START SUPPLIED INFORMATION
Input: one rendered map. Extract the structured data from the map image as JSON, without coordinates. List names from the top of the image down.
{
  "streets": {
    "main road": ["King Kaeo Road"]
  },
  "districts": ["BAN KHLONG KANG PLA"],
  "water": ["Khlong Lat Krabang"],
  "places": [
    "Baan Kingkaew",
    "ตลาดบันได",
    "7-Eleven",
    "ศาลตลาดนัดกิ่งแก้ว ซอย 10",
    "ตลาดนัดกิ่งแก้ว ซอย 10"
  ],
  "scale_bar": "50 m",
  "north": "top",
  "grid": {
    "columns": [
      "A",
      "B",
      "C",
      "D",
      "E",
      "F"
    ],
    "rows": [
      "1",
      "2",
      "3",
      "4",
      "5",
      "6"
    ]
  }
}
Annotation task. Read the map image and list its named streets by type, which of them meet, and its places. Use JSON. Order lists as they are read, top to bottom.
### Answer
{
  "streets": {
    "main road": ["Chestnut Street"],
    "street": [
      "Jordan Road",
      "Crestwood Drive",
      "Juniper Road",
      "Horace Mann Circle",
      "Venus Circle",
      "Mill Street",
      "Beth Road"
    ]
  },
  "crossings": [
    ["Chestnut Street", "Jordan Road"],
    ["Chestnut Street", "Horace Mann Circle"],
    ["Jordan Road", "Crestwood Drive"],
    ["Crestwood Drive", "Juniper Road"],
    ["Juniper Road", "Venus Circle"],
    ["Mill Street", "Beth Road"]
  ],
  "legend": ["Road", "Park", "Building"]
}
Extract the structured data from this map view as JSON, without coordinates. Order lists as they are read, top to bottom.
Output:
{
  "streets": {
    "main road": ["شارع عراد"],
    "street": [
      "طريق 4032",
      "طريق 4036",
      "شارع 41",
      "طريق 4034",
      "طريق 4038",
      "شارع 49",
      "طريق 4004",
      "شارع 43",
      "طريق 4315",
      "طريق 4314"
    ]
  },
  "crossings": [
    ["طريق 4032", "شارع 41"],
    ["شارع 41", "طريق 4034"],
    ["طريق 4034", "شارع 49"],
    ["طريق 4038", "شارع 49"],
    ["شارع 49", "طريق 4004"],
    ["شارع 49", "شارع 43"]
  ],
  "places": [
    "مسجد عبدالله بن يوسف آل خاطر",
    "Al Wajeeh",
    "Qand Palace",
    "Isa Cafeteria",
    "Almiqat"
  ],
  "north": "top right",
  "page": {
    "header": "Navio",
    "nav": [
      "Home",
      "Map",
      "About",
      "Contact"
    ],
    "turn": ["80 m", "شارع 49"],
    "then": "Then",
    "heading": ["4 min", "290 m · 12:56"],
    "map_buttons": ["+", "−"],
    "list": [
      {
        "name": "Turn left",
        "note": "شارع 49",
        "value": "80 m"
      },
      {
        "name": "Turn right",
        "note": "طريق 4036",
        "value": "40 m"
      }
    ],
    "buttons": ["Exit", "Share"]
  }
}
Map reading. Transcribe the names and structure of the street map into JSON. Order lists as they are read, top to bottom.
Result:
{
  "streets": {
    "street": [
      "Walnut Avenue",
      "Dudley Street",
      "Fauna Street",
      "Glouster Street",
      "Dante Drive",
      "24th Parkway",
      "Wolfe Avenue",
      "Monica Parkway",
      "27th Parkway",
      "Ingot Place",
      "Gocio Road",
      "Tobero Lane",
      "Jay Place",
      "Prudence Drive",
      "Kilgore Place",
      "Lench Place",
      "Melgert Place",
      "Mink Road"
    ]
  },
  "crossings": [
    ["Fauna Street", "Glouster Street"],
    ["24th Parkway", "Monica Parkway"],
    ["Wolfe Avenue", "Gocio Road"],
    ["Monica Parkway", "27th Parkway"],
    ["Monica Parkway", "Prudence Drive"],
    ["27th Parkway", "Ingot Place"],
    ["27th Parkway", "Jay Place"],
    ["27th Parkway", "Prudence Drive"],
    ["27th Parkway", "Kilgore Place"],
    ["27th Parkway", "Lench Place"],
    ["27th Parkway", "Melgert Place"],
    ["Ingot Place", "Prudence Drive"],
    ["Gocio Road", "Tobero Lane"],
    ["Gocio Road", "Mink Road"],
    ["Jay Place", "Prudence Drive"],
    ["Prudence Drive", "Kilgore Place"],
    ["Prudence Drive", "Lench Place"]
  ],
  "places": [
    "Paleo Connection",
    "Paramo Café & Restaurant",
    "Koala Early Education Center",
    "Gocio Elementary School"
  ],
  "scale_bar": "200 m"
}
END SUPPLIED INFORMATION
WHAT NEEDS TO BE DONE
Show every line of the data in which the word "structured" appears.

THE COMPLETED TASK
Input: one rendered map. Extract the structured data from the map image as JSON, without coordinates. List names from the top of the image down.
Extract the structured data from this map view as JSON, without coordinates. Order lists as they are read, top to bottom.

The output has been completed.